As inconvenient as it is for a parent to pick their child up early from school, there are times when it is necessary to do so. Yes, there is a stigma with lice than can potentially embarrass both child and parent. There is no doubt about that. But schools that are sensitive to the needs of their students will make the necessary arrangements in a discreet and private fashion.
The political correct police obviously don’t trust schools to deal with internal issues themselves. Like in other instances, they like to overrule and impose themselves:
VICTORIAN schools have been accused of discriminating against students with head lice by sending them home from school when their nits are detected, the Herald Sun can reveal.
Federal and state guidelines say schools must not send children home if they have head lice, but merely send a notice home at the end of the day telling parents to treat their child’s hair that night.
Guidelines also say teachers should “exercise sensitivity” towards children with nits for fear of upsetting them.
But schools, preschools and childcare centres across the state are flouting these policies by immediately asking parents to collect their children. Children are often isolated from classmates until they are picked up.

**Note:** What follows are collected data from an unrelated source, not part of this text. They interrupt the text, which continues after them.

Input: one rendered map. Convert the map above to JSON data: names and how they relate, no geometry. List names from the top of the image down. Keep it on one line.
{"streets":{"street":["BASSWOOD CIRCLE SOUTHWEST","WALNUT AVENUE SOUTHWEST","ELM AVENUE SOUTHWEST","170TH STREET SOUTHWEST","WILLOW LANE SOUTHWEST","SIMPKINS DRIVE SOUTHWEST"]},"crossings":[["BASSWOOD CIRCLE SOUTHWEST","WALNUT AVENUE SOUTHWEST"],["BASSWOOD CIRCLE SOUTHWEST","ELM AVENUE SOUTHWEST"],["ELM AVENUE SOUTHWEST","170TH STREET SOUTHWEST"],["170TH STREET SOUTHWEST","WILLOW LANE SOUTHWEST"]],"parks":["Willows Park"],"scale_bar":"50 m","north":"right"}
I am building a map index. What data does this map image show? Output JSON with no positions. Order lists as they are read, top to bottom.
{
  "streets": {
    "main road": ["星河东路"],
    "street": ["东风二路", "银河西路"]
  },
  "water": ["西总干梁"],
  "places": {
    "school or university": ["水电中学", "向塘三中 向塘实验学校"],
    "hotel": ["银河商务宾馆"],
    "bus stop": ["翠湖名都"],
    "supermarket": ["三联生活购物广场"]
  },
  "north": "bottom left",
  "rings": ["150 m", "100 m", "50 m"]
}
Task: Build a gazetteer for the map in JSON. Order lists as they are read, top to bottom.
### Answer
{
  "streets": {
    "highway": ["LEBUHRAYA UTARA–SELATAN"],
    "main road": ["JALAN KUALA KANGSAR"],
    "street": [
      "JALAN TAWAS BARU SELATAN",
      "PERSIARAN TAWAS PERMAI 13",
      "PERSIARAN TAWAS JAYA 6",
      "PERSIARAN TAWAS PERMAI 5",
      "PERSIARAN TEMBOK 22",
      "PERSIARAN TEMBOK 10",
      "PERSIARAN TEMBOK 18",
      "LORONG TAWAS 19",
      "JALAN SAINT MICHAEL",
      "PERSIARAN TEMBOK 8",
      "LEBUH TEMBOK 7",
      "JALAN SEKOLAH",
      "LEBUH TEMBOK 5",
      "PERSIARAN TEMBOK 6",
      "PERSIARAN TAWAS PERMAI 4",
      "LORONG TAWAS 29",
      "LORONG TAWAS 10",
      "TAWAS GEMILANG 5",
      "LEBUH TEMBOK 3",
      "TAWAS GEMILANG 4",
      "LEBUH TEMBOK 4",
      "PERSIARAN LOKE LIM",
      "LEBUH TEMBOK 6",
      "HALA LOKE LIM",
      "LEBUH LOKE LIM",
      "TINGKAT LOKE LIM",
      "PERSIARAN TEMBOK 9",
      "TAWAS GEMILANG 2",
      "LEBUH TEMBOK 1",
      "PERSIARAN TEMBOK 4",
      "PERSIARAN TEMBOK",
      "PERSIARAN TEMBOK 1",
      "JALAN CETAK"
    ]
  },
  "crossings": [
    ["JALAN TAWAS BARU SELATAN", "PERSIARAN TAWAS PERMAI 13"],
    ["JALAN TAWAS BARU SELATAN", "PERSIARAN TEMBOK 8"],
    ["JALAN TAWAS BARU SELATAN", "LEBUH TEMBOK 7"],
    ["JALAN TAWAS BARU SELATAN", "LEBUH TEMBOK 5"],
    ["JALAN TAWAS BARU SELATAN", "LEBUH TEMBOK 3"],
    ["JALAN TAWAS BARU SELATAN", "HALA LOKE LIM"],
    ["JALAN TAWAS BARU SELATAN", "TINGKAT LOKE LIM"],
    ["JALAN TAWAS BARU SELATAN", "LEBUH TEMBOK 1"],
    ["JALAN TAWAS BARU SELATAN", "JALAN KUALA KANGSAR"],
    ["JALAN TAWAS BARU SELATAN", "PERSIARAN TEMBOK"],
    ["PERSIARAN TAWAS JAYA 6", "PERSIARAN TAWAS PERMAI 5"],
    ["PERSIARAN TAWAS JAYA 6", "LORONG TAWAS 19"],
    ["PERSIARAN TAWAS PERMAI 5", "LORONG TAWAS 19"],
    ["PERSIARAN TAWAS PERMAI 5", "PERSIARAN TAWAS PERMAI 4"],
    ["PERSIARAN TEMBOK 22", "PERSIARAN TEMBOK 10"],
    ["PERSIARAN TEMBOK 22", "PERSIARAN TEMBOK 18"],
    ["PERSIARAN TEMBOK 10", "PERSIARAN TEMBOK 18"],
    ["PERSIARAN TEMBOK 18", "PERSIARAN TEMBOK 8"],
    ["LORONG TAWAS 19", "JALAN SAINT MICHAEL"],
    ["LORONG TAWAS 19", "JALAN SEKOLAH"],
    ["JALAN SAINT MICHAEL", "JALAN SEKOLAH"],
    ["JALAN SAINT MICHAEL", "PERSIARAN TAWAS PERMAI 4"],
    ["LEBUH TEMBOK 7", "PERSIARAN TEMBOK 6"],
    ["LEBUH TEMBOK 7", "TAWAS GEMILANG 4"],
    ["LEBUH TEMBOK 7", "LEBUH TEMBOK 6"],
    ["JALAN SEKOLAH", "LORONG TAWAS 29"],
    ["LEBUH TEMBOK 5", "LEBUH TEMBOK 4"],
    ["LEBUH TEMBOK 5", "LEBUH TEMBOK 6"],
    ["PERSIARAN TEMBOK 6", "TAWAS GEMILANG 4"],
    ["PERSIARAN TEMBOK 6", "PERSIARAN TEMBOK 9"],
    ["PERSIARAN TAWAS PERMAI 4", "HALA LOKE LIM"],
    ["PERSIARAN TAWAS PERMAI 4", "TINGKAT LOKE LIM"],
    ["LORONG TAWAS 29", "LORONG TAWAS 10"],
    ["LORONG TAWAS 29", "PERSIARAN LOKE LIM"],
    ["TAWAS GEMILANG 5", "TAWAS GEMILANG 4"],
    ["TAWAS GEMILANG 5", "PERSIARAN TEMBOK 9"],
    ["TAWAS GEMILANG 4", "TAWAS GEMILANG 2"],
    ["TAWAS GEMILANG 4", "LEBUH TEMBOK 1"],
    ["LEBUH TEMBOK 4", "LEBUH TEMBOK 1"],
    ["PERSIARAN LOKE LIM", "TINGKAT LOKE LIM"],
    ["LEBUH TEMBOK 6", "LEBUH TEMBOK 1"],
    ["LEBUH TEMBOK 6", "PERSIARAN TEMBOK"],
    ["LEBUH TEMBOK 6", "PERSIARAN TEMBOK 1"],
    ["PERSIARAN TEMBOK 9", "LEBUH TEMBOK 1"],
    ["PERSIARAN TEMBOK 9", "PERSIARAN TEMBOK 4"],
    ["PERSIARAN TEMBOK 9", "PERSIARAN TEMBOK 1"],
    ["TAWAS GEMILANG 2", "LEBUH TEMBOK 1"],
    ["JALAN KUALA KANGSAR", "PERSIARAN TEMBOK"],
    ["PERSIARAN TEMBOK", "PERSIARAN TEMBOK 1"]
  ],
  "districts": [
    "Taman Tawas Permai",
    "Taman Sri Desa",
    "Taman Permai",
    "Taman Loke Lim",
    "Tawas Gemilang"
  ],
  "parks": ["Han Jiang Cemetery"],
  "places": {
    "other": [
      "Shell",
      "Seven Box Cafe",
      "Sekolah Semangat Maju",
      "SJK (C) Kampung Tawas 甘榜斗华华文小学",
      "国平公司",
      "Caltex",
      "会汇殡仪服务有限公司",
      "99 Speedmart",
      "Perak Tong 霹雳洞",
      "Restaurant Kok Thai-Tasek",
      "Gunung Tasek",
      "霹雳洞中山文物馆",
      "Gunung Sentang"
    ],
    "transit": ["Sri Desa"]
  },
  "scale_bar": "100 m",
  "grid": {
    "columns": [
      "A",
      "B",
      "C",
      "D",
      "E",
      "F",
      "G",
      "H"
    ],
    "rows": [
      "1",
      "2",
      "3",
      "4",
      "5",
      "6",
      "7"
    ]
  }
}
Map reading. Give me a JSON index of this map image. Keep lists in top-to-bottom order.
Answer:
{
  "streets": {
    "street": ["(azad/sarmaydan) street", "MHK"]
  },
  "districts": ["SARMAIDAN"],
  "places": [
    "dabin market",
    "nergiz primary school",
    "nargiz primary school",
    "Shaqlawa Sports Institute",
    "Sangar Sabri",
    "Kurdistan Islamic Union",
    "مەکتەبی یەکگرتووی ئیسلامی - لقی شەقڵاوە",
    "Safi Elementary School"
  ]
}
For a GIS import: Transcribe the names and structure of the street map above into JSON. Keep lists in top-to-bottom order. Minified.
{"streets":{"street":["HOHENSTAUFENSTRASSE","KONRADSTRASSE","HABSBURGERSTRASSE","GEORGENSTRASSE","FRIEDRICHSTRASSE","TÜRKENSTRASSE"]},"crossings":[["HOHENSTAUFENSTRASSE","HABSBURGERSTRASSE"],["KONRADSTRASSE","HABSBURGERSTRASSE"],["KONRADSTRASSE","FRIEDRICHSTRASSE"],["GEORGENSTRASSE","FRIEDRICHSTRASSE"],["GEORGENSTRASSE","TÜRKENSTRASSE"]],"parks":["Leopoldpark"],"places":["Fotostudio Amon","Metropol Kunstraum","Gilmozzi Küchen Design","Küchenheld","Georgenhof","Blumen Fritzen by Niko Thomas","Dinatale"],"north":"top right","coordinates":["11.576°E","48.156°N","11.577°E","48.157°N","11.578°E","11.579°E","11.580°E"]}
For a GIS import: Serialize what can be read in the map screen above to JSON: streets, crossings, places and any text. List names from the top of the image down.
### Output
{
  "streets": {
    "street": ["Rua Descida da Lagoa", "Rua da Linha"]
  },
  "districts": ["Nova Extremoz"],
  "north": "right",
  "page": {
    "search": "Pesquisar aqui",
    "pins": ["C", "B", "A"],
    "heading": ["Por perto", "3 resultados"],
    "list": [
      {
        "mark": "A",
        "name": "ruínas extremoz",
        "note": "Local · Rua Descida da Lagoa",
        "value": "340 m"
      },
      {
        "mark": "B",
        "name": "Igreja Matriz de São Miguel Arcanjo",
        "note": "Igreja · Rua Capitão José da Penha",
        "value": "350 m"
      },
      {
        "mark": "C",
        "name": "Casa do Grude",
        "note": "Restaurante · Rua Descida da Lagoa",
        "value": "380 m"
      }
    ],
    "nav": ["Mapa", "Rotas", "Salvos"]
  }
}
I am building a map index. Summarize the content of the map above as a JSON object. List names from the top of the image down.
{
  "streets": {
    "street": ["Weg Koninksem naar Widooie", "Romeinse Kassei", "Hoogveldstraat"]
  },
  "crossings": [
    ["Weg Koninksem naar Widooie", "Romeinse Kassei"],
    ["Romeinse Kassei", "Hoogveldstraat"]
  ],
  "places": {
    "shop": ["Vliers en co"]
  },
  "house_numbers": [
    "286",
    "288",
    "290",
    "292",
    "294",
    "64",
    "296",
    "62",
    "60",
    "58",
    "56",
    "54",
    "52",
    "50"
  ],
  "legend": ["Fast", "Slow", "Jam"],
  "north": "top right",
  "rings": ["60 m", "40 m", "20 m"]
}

One Melbourne primary school has been asked to change its approach after a complaint from a parent. In a letter to the principal, obtained by the Herald Sun, the parent said any child with head lice should not be “singled out, sent home and denied valuable education, only to return the following day to be reinfested”.
Whenever Government regulation overrules schools you know it will end up bringing undesirable results. Lice spreads so quickly and the children suffering with lice are uncomfortable and unable to concentrate. I will continue pressing my school for the right to send children home with lice. That doesn’t mean that I am unaware that children with lice often feel humiliated and ostracised. What it does mean, is that I will handle the matter in such a way as the child receives my care and support and the rest of the class is never made aware of the child’s condition.